After graduating from St. Francis College, Cannon agreed with Overtime International Sports to represent him as he looked to FIBA Europe for a team to sign with. Cannon ended up signing with the Jefes de Fuerza Lagunera of the Mexican National Professional Basketball league. The Jefes were in their second year in the league. Cannon made his debut on November 26, 2015, the 11th game of the season for the Jefes and scored 19 points and grabbed 9 rebounds in a game that they lost 78–91. Since his first game, Cannon become a starter for the Jefes and averaged 30.4 mpg, 13 ppg and 8.2 rpg, which were 3rd in the league. On February 21, 2016, Cannon scored a career high 32 points and grabbed 7 rebounds against Fuerza Regia de Monterrey. During his time with the Jefes, Cannon gained the moniker El Cañón (The Cannon). Prior to his arrival, the team was 3–7 and had since gone 14–9 until they were forced to forfeit their last 6 games due to not meeting roster regulations because of player suspensions. The team ended the season at 17–22, last in the league and didn't qualify for the playoffs. In his 20 games, Cannon averaged 12.7 ppg and 8.1 rpg.

===2016–2017===
On August 29, 2016, it was announced that Cannon was signed by Hapoel Afula B.C. of the Liga Leumit. Cannon played in 29 games and averaged 17.3 points per game with Hapoel Afula.
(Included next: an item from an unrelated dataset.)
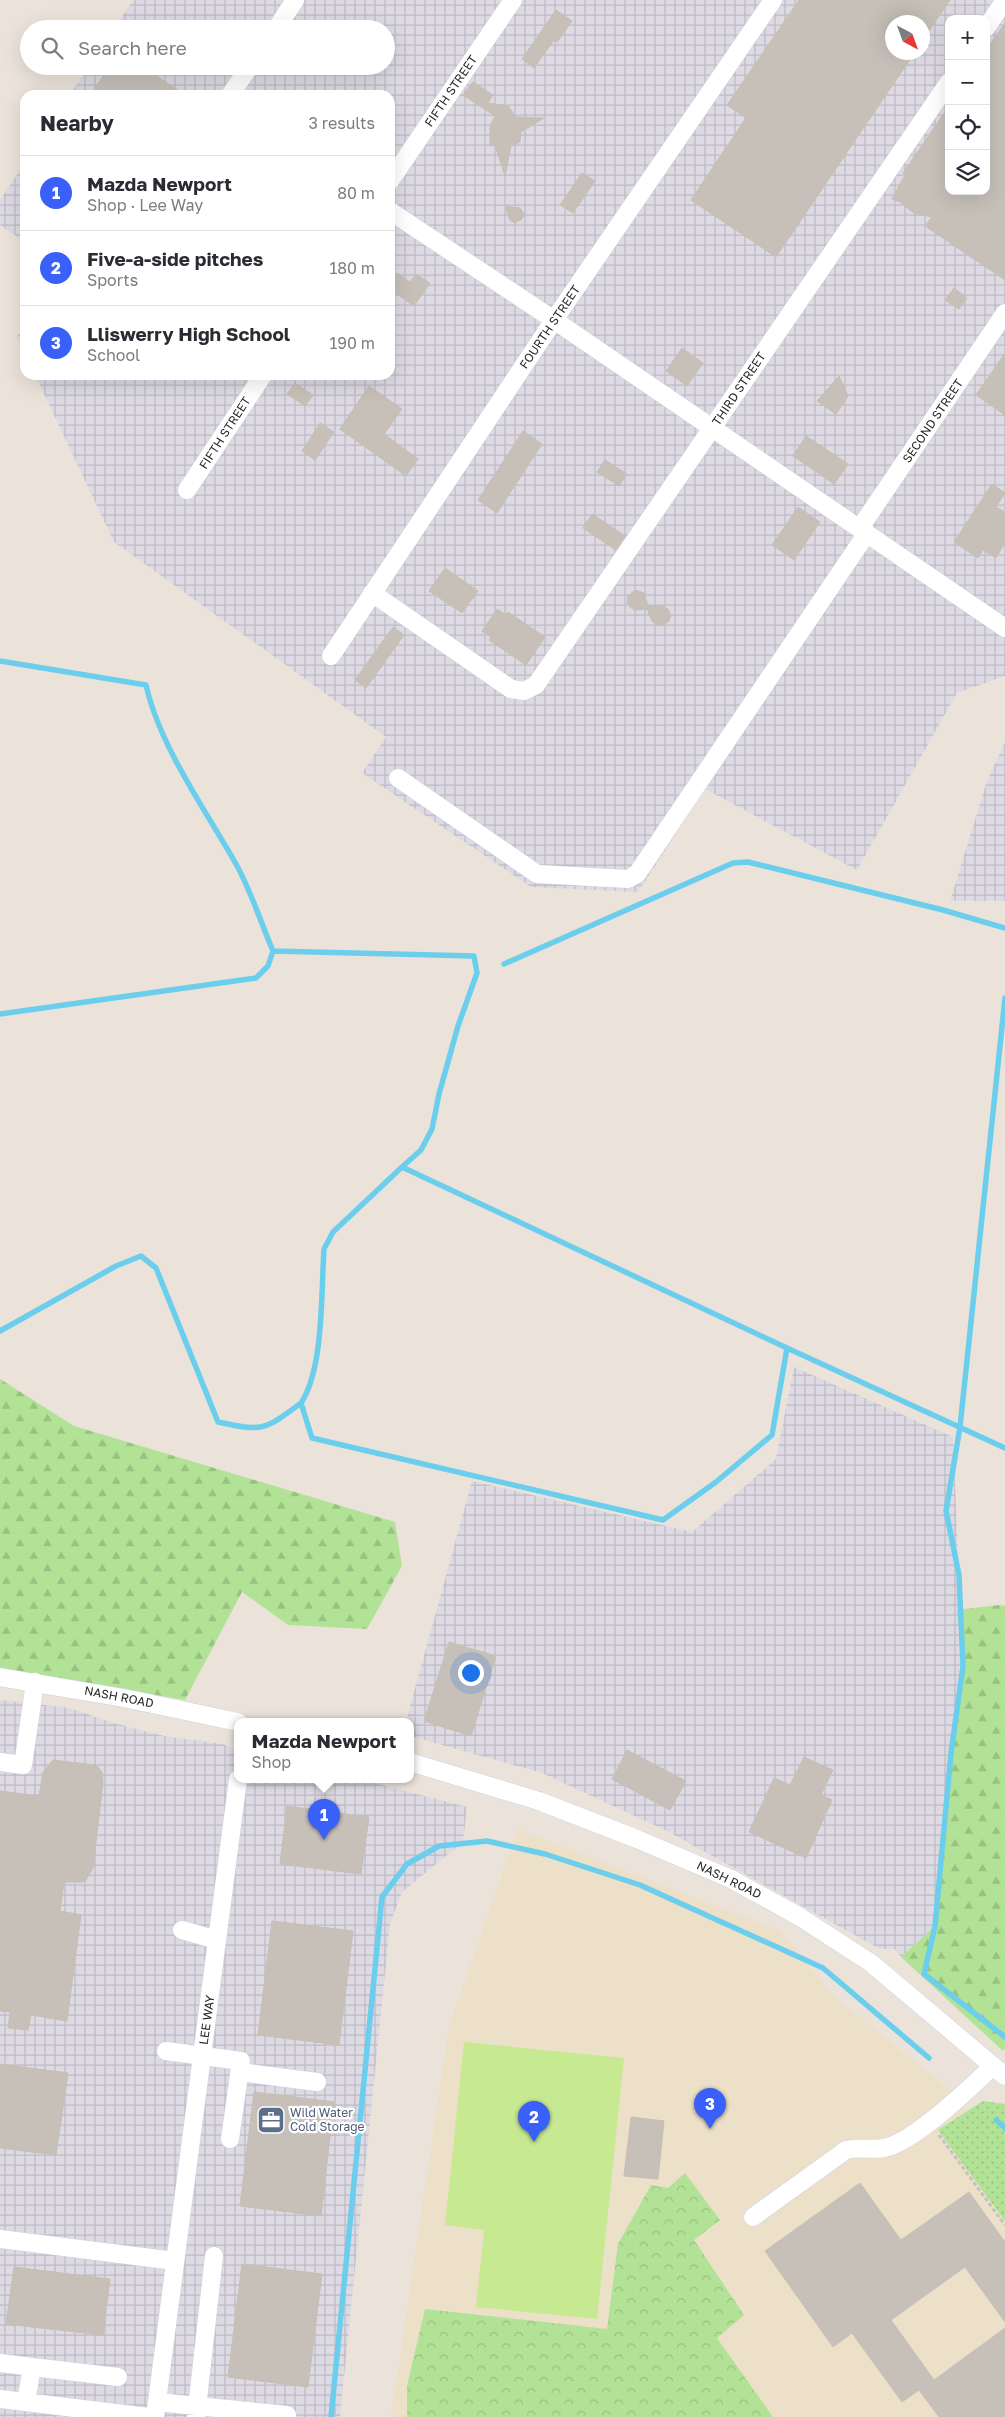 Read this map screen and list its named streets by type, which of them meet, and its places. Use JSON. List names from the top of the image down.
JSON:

He also recorded 8.9 rebounds and 1.5 assist per game.

===2017–2018===
Fortitudo Agrigento of the Italian second division, Serie A2, signed Cannon on June 27, 2017. He posted 15.4 points per game and 9.6 rebounds per game while averaging 2 assist per game in 2017–18. Cannon won Player of the month in February 2018. Cannon re-signed with the squad on June 30, 2018.

===2018–2019===
Cannon continued to play for Fortitudo Agrigento and was selected as the Lumicom A2 West Most Valuable Player of the Month for February after he tallied double-doubles in four-straight games.

===2022–2023===
On July 16, 2022, he signed with Vanoli Cremona of the Italian Serie A2.